→ ASSIGNMENT
A complete response lists each line of the data below that includes the word "canvas".

→ RECORDS PROVIDED
________

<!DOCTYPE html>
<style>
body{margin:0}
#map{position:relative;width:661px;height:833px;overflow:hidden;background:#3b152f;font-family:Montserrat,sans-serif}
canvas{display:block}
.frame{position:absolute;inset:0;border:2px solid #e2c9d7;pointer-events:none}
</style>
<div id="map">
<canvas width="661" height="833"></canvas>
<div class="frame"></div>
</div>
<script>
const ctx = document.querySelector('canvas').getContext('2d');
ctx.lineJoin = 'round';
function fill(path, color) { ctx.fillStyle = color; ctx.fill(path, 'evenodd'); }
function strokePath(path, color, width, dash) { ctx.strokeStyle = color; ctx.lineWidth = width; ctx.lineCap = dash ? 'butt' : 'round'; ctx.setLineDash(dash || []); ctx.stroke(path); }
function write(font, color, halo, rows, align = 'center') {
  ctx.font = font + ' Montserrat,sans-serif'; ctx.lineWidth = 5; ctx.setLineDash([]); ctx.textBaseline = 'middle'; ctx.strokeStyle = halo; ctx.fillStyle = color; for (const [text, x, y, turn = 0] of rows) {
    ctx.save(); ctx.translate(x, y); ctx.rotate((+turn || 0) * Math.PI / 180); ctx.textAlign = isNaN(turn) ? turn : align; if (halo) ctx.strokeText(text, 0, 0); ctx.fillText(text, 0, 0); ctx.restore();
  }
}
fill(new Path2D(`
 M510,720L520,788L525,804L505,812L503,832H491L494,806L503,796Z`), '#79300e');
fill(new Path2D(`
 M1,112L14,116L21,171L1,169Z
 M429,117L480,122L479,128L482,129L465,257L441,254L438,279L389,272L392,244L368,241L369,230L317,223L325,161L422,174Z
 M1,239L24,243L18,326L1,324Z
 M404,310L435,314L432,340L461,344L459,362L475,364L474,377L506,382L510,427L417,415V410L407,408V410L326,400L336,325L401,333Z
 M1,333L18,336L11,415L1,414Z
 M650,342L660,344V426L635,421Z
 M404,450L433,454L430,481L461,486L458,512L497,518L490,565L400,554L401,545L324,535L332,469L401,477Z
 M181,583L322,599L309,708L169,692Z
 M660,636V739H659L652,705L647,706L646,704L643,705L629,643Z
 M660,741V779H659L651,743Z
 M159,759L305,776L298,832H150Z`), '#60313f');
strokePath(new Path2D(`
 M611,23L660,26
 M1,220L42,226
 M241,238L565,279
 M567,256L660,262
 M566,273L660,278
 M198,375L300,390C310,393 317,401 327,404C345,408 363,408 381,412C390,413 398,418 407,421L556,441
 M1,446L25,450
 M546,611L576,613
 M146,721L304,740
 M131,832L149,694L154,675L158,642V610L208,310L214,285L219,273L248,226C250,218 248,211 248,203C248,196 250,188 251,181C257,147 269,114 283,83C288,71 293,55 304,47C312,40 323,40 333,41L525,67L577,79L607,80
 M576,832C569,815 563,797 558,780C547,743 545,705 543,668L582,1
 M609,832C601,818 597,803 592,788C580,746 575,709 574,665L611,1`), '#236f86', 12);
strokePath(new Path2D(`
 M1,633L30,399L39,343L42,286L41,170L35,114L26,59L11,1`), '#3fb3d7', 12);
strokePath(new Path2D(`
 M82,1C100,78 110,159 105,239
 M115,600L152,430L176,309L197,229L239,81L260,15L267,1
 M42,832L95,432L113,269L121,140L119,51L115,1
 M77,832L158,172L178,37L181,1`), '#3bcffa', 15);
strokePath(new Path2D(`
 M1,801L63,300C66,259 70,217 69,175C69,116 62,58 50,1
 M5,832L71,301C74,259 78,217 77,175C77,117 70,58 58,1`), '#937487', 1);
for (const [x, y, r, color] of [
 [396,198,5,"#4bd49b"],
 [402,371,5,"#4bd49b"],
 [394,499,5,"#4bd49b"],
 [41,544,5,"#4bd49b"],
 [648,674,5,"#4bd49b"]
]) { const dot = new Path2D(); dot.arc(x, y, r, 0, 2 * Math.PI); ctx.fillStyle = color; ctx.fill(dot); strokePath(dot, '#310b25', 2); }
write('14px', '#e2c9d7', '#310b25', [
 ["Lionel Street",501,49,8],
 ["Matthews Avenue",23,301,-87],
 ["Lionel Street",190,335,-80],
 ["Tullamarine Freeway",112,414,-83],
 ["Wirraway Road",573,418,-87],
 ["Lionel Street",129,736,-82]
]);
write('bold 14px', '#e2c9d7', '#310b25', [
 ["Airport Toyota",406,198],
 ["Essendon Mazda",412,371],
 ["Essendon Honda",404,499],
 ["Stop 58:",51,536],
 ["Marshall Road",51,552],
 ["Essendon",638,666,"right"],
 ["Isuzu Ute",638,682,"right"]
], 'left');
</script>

________

→ SOLUTION TO THIS EXERCISE
canvas{display:block}
<canvas width="661" height="833"></canvas>
const ctx = document.querySelector('canvas').getContext('2d');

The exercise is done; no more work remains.